Milosz Matuschek

Voltaires Erben 2.0: Warum das Intellectual Dark Web so sehr fasziniert

Intellektuelle Nonkonformisten um Dave Rubin und Joe Rogan haben eine alte Tugend neu entdeckt: Endlosgespräche mit furchtlosen Zeitgenossen wie Jordan Peterson oder Eric Weinstein über kontroverse Themen, Thesen und Trends zu führen. Live und ungeschnitten, also unverfälscht. Das neue Format kommt an.

Die «Zauberflöte» Mozarts von 1791 gehört weltweit zu den meistgespielten Musiktheaterstücken – und ist sie nicht zu Recht gerade das Stück der Stunde? Sie schult die eigene Urteilskraft. Nach initiationsartigen Prüfungen stellt sich die gute Königin der Nacht schliesslich als böse heraus, während der angeblich tyrannische Zauberer Sarastro sich als Aufklärer und Humanist erweist. Weiss wird Schwarz, und Schwarz wird Weiss. Ganz ähnlich ist es heute auch in der Diskussion um das sogenannte Intellectual Dark Web, das für manche anscheinend als Hort des bösen und gefährlichen Denkens gilt. Tatsächlich ist die neue digitale Plattform intellektueller Nonkonformisten eher das Licht am Ende des Tunnels als die neue Finsternis, während der traditionelle Apparat der Sinnvermittlung zunehmend stottert.
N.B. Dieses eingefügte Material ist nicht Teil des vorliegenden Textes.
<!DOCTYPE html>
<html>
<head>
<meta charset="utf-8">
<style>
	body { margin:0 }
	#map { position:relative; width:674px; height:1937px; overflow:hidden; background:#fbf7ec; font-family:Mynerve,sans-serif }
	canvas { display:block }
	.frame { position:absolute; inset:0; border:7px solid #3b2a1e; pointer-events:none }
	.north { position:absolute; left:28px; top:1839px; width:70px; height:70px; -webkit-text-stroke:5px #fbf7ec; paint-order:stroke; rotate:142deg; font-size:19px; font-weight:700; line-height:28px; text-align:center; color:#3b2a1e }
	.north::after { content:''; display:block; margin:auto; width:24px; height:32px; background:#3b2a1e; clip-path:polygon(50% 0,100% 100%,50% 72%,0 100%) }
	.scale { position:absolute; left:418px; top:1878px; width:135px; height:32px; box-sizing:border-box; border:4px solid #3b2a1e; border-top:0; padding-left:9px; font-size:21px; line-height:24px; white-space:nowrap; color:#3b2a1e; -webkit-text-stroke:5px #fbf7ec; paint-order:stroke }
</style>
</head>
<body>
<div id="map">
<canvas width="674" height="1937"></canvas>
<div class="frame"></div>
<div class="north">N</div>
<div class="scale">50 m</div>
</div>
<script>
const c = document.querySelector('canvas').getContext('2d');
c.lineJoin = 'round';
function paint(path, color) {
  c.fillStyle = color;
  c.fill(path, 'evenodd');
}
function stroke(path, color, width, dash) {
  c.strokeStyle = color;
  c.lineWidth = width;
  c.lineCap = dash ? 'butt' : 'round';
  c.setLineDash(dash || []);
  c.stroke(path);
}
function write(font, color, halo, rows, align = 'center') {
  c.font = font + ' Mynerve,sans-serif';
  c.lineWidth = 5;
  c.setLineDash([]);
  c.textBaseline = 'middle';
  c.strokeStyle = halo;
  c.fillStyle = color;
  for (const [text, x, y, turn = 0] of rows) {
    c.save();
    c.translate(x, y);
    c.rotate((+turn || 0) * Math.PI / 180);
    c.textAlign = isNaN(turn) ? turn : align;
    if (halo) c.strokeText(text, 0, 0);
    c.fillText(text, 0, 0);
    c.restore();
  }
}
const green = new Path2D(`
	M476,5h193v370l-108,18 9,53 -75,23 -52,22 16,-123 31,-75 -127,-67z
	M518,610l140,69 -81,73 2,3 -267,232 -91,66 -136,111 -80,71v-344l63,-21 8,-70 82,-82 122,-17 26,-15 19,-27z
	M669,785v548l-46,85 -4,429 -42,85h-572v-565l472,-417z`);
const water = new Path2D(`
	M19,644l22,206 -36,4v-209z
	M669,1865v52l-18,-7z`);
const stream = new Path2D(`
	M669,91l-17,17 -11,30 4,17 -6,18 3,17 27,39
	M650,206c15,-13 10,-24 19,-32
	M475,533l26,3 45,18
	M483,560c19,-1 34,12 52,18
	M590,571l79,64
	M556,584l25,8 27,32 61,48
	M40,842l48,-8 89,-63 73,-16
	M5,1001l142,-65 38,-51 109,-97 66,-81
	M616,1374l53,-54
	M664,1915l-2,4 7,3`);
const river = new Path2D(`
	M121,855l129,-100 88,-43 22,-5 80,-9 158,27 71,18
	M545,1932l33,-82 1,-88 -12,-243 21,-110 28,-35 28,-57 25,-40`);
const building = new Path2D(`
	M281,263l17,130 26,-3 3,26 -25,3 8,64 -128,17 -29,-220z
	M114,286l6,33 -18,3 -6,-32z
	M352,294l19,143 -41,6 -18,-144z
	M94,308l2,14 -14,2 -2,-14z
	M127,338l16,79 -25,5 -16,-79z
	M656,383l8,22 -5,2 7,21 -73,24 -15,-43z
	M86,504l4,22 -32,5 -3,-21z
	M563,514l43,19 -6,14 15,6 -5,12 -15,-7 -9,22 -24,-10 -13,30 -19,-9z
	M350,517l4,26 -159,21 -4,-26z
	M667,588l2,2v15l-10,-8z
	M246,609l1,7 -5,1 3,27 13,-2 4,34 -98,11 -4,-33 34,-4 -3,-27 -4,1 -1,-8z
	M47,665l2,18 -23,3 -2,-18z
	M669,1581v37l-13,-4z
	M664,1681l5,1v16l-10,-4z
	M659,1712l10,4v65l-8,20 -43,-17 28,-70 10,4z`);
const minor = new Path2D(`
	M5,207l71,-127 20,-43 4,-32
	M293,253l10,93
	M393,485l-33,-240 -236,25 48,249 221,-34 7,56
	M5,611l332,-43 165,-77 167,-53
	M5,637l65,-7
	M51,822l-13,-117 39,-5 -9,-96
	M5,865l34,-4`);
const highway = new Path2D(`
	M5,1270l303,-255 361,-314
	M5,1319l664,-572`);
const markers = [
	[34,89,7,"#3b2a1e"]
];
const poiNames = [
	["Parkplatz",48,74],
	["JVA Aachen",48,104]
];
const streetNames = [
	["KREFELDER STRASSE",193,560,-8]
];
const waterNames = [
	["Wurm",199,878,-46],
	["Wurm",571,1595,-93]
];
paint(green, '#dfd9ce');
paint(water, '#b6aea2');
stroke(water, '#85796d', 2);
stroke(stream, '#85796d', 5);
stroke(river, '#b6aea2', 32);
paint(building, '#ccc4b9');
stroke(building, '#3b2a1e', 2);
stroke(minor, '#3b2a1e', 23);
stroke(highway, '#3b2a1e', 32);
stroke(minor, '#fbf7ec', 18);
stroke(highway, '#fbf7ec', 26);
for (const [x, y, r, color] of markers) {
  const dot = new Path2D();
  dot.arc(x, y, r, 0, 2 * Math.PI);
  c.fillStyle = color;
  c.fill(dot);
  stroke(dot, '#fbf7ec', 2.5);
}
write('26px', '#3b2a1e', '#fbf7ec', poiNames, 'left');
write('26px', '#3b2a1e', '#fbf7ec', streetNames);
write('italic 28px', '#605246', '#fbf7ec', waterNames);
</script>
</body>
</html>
Es gab nie nur einen Ort, an dem Realität verhandelt wird. In dunklen Zeiten geschah der Ideenaustausch oft in Geheimgesellschaften, wie sie die «Zauberflöte» mit Anleihen aus ägyptischen Mysterien und der Freimaurerei thematisiert. Das Intellectual Dark Web hingegen ist eine Fortführung des für alle sichtbaren Marktplatzes der Ideen und folgt einem steigenden Bedürfnis, über kontroverse Positionen ohne gouvernantenhafte Einhegung zu diskutieren, also ausserhalb des akademisch-kulturbetrieblich-medialen Komplexes.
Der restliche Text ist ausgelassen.